Researchers develop collaborative deep learning method for defect detection in additive manufacturing


Taylor Tucker

Chenhui Shao
Associate Professor Chenhui Shao

MechSE doctoral student Manan Mehta and Associate Professor Chenhui Shao recently developed a federated learning-based methodology for pixel-wise defect detection in additive manufacturing (AM). Their work was published in the Journal of Manufacturing Systems and their code is available online.

When performed by a computer, defect detection is typically executed pixel by pixel for each image. Detection algorithms are developed using deep learning. 

“Defect detection is an important area in today’s AM research, as it enables manufacturers to monitor and improve the quality and mechanical properties of AM components and products,” Mehta said. However, obtaining high-quality data to train computer vision algorithms is resource expensive, which can create a bottleneck in AM.

Mehta and Shao sought to address this need by investigating federated learning, which allows multiple manufacturers to collaboratively train a machine learning model under a central server without exposing their own data to one another. “The data never leaves the manufacturer’s location, thus providing a notion of privacy,” Mehta said.

Federated learning model.
Federated learning allows the use of data from multiple sources without compromising privacy.

The team used images of 3D-printed parts as training data for classifying each pixel as powder, part, or defect in a process called semantic segmentation. To simulate a real-world federated learning scenario, they divided the images among eight different sources. Findings indicated that algorithmic performance is significantly improved by federated learning, meaning that manufacturers can use this paradigm to effectively pool their resources without compromising proprietary data.

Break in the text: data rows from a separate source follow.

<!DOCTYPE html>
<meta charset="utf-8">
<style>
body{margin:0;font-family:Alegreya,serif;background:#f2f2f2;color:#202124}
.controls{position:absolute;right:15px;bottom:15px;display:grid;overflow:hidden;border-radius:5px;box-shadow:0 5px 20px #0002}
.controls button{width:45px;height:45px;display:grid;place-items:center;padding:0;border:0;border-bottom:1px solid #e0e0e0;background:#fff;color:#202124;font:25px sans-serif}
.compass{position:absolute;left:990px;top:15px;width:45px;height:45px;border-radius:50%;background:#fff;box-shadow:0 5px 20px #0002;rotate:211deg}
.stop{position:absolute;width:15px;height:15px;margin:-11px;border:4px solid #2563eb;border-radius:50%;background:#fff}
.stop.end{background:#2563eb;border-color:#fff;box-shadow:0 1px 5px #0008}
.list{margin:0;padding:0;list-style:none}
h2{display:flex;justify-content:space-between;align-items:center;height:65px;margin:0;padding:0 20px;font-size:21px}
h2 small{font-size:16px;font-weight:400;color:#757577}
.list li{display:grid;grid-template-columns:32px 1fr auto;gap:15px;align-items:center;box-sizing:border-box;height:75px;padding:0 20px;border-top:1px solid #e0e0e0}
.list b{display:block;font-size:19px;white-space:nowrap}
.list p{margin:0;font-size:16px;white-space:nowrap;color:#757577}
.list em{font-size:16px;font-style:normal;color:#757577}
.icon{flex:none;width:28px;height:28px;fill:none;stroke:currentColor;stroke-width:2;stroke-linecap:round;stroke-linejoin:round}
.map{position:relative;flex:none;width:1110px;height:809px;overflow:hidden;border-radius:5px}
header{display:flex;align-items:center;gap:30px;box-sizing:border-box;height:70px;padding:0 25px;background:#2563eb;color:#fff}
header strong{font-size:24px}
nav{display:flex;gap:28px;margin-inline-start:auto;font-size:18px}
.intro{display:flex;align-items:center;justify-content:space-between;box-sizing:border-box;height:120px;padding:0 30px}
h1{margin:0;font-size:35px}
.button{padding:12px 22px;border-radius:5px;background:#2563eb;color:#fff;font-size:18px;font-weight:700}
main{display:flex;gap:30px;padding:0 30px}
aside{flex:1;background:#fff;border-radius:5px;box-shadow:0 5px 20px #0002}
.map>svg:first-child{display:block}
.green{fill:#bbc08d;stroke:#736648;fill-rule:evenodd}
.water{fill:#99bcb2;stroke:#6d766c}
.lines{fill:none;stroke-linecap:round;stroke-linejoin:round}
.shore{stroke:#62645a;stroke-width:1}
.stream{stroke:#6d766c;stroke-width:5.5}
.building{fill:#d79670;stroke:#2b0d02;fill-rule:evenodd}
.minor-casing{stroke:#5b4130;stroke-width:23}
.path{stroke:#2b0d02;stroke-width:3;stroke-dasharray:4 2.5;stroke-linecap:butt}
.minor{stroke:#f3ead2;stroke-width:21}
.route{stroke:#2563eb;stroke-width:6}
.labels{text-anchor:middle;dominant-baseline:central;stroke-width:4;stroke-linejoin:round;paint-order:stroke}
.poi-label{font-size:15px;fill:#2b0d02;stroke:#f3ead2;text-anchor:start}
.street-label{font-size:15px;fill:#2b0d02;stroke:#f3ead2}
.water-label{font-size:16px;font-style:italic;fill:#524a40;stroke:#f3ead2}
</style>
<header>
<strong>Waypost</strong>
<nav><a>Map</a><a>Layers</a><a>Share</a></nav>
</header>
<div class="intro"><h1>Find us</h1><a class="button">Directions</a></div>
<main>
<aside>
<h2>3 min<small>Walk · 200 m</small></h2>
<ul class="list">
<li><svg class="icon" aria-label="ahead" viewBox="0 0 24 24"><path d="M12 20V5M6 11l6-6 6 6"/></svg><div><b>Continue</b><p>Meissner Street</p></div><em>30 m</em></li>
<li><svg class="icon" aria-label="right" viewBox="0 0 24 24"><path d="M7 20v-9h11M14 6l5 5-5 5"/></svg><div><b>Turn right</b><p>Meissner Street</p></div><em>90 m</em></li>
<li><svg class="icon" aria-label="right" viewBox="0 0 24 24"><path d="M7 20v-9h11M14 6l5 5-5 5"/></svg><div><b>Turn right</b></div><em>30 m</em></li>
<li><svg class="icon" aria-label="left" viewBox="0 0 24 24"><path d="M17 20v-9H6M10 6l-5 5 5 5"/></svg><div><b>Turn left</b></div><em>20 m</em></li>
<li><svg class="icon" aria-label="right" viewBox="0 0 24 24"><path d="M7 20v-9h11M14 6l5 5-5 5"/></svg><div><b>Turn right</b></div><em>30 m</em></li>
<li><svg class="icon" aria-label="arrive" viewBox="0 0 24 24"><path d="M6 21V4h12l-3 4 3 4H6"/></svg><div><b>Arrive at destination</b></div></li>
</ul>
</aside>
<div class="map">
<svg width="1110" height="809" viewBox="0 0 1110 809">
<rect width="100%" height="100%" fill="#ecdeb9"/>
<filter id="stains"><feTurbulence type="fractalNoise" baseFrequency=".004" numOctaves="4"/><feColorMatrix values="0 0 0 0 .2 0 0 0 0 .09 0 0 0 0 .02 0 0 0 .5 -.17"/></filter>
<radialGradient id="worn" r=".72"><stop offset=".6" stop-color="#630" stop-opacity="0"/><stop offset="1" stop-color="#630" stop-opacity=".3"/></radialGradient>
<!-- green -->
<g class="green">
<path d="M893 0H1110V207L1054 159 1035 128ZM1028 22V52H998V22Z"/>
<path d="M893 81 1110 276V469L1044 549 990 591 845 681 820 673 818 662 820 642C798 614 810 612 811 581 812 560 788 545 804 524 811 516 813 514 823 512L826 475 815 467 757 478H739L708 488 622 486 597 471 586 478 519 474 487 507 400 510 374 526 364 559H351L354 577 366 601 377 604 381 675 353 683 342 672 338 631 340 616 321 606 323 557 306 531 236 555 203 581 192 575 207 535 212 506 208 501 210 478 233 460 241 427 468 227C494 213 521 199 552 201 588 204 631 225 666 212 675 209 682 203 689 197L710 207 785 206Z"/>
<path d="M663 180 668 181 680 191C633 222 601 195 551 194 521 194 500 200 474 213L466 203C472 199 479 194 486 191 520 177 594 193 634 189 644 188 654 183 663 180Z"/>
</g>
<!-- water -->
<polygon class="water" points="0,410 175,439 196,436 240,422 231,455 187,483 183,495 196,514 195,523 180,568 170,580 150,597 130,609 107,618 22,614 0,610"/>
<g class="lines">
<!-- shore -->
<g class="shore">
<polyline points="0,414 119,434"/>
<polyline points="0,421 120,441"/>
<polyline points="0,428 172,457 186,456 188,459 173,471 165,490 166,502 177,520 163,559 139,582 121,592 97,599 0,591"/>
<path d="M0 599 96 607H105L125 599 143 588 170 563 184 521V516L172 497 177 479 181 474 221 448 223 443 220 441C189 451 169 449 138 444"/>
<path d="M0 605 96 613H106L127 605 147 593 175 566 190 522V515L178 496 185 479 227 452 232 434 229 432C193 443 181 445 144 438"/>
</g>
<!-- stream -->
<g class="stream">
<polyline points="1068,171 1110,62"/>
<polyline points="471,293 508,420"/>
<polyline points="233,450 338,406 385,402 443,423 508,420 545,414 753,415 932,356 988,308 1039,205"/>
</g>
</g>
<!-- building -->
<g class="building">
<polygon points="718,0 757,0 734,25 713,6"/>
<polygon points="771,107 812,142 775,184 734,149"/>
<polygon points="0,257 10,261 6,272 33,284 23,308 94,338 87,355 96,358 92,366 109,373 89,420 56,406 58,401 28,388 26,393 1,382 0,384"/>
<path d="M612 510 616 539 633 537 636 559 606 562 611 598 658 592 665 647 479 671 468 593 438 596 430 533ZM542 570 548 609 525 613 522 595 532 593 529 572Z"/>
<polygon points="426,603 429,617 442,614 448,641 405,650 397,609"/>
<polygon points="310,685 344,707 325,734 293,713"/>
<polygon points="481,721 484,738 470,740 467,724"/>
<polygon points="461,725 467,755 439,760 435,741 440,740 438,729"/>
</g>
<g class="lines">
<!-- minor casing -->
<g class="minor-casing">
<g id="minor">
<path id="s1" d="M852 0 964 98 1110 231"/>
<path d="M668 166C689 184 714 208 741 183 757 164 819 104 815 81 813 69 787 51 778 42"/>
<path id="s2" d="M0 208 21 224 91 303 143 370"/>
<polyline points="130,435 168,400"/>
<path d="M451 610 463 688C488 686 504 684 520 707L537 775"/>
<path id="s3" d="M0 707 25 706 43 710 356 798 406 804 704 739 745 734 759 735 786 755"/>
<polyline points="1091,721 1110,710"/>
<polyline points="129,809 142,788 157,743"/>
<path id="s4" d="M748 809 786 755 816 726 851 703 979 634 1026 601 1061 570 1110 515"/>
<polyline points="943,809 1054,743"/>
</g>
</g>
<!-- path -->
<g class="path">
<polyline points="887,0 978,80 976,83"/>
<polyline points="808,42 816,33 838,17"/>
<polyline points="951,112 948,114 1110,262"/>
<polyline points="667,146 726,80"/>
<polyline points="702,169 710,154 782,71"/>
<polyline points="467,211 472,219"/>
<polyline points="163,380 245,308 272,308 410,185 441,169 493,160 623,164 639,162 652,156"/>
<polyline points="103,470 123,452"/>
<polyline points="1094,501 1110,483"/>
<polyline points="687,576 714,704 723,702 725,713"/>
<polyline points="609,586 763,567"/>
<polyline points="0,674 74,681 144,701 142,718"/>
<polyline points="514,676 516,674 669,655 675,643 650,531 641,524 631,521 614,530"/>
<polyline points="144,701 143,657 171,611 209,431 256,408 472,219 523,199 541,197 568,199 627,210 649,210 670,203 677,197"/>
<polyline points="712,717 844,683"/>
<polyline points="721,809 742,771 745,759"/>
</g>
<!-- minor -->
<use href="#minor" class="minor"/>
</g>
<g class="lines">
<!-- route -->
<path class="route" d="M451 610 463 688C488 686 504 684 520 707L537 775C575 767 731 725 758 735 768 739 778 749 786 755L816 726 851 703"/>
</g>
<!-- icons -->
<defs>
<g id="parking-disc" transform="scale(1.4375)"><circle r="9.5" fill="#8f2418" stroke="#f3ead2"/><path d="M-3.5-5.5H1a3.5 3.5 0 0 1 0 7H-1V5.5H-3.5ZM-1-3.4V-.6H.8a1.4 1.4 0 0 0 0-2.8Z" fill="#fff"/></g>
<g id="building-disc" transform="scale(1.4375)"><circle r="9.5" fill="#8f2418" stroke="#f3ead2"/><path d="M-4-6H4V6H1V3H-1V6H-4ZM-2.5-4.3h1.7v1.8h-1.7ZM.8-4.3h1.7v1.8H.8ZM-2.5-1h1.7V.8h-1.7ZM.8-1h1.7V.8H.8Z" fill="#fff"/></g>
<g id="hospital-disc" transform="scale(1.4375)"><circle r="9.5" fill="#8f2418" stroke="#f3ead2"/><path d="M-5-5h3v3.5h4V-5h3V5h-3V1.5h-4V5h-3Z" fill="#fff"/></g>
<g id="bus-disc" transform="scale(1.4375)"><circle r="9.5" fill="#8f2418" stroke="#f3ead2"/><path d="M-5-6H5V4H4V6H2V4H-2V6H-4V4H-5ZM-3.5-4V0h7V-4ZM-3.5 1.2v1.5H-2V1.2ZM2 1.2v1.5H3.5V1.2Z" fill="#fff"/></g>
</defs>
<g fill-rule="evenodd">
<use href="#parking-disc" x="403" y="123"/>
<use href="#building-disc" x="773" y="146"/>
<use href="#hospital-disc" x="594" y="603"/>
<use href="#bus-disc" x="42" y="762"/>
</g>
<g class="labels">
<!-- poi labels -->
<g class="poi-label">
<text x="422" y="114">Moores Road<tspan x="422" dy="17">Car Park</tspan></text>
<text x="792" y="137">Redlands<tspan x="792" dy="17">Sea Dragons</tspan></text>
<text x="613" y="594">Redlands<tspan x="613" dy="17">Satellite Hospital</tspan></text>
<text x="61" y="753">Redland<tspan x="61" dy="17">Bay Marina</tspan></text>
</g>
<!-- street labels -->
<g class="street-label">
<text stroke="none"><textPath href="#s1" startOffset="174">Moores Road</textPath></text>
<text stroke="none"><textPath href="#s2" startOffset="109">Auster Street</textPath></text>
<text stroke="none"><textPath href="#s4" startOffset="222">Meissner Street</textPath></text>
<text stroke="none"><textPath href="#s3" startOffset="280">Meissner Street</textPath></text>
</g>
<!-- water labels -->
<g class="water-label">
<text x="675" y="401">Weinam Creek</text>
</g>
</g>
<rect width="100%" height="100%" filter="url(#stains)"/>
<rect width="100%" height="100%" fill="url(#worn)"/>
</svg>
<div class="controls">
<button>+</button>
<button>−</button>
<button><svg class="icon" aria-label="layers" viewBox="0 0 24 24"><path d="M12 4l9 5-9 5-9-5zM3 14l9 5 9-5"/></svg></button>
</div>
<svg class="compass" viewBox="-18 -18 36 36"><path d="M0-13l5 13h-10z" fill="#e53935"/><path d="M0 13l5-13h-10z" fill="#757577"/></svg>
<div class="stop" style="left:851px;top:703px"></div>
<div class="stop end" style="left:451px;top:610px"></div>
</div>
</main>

“This work is one of the first to study federated learning on real-world manufacturing data and opens up exciting opportunities for future work,” Mehta said. “We hope that this work will advance the use of deep learning in data-scarce production environments in AM as well as manufacturing in general.”

Future directions for this research include the development of low-cost, generalizable decision-making methods for manufacturing applications. “Our group is exploring a new interdisciplinary area called ‘cost-effective machine learning for smart manufacturing,’” said Shao, explaining that the field is comprised of federated learning, transfer learning, active learning, data fusion, and physics-formed hierarchical modeling. “We envision that these decision-making approaches will collectively promote the agility, intelligence, and automation of modern manufacturing factories.”